Pathology-based Structural Health Monitoring
▶Summary
Structural health monitoring (SHM) methods provide a comprehensive approach to the condition-based maintenance of Cultural Heritage (CH) constructions, aiming to extend their lifespan through optimized rehabilitation interventions. While physics-based damage identification is the most effective approach for comprehensive damage assessment, it has well-documented limitations. Specifically, classical methods often rely on a single model of the CH asset, which introduces significant uncertainties in decision-making. To address this challenge, this Action introduces a pioneering SHM paradigm referred to as pathology-based SHM (Path-B SHM) using multi-class digital twins (DTs)—a population of competing, efficient meta-models. The methodology begins with a systematic diagnosis, including site visits supplemented by non-destructive testing (NDT), to identify the most probable structural pathologies the asset may experience throughout its lifespan. High-fidelity scenario-based numerical models are then developed for each identified pathology.
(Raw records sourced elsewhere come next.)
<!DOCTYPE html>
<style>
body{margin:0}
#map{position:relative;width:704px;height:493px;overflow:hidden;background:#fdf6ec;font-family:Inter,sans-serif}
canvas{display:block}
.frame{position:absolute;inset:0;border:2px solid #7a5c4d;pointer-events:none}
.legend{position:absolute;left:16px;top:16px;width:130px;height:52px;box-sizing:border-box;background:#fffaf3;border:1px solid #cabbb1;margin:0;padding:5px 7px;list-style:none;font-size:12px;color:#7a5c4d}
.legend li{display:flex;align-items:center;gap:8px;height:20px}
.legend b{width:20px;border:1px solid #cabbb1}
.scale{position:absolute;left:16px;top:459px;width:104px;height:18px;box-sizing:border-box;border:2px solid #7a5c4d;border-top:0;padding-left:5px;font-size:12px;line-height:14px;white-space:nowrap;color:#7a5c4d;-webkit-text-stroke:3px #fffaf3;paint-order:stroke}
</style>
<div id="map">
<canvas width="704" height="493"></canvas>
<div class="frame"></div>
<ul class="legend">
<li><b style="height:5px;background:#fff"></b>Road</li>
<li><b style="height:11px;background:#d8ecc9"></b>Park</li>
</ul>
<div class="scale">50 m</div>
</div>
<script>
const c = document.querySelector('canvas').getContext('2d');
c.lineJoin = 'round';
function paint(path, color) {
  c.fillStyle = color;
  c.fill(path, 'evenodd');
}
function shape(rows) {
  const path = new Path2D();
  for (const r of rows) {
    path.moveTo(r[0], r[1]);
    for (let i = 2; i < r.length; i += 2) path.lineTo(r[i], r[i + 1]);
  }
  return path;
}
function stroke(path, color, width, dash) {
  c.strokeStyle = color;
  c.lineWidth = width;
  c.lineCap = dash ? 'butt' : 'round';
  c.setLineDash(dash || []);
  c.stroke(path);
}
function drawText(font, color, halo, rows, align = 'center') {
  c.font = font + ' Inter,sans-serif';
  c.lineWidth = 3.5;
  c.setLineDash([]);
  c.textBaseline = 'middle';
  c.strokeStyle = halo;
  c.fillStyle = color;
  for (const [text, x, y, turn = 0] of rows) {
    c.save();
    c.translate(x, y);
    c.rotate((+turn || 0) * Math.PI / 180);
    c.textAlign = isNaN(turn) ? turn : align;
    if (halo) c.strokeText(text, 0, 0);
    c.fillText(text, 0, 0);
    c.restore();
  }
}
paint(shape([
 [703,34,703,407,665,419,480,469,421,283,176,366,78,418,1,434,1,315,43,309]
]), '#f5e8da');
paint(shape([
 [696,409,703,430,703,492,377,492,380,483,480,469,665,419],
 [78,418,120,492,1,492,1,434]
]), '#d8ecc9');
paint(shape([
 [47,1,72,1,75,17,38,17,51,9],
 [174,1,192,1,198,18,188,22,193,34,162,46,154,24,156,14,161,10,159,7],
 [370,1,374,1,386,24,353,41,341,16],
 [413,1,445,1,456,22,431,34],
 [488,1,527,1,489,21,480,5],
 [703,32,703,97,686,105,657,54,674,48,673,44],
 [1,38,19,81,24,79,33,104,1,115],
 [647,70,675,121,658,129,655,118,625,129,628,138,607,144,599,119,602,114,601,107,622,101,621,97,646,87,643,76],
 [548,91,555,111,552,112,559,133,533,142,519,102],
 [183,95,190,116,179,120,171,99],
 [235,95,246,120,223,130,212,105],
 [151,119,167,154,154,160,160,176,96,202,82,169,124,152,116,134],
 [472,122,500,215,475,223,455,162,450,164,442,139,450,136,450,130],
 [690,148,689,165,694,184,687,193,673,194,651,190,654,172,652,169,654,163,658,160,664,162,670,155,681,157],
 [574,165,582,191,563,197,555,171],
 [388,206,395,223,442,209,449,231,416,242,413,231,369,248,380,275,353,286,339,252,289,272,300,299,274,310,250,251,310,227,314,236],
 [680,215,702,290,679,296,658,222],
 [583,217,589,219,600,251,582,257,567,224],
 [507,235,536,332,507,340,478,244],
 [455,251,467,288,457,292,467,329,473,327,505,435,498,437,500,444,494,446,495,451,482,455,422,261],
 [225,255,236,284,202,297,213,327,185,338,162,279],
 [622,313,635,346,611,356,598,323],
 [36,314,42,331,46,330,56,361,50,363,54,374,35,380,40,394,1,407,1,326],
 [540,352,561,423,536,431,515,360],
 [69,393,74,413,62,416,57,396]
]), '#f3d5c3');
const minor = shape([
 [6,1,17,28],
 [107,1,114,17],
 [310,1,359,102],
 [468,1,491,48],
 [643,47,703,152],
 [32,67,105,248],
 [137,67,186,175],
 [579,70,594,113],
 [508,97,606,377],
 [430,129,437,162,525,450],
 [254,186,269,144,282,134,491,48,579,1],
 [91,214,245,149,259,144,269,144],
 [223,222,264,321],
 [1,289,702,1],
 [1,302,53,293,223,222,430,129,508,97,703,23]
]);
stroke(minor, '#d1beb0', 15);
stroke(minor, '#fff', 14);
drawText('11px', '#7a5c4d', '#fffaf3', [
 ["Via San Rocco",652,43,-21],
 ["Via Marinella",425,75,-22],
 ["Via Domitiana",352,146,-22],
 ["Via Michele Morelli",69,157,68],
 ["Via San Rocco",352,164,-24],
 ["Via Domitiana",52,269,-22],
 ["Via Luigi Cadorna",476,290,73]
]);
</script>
To enable real-time damage identification and simultaneous inverse calibration of all scenario-based models, these numerical models are replaced by computationally efficient meta-models constructed using artificial intelligence (AI) tools which form a multi-class DT. The resulting DT is capable of inferring, in quasi real-time, the probability of occurrence of the identified potential damage pathologies and their severity when supplied with continuous monitoring data. If an anomaly is detected, a Bayesian model selection approach identifies the damage mechanism, selecting the meta-model that explains the experimental data with the highest likelihood. This approach, therefore, enables rapid, robust, and comprehensive damage identification. Path-B SHM has the potential to revolutionize and advance the frontiers of SHM, offering unprecedented opportunities for data-informed decision-making in the preservation of CH constructions.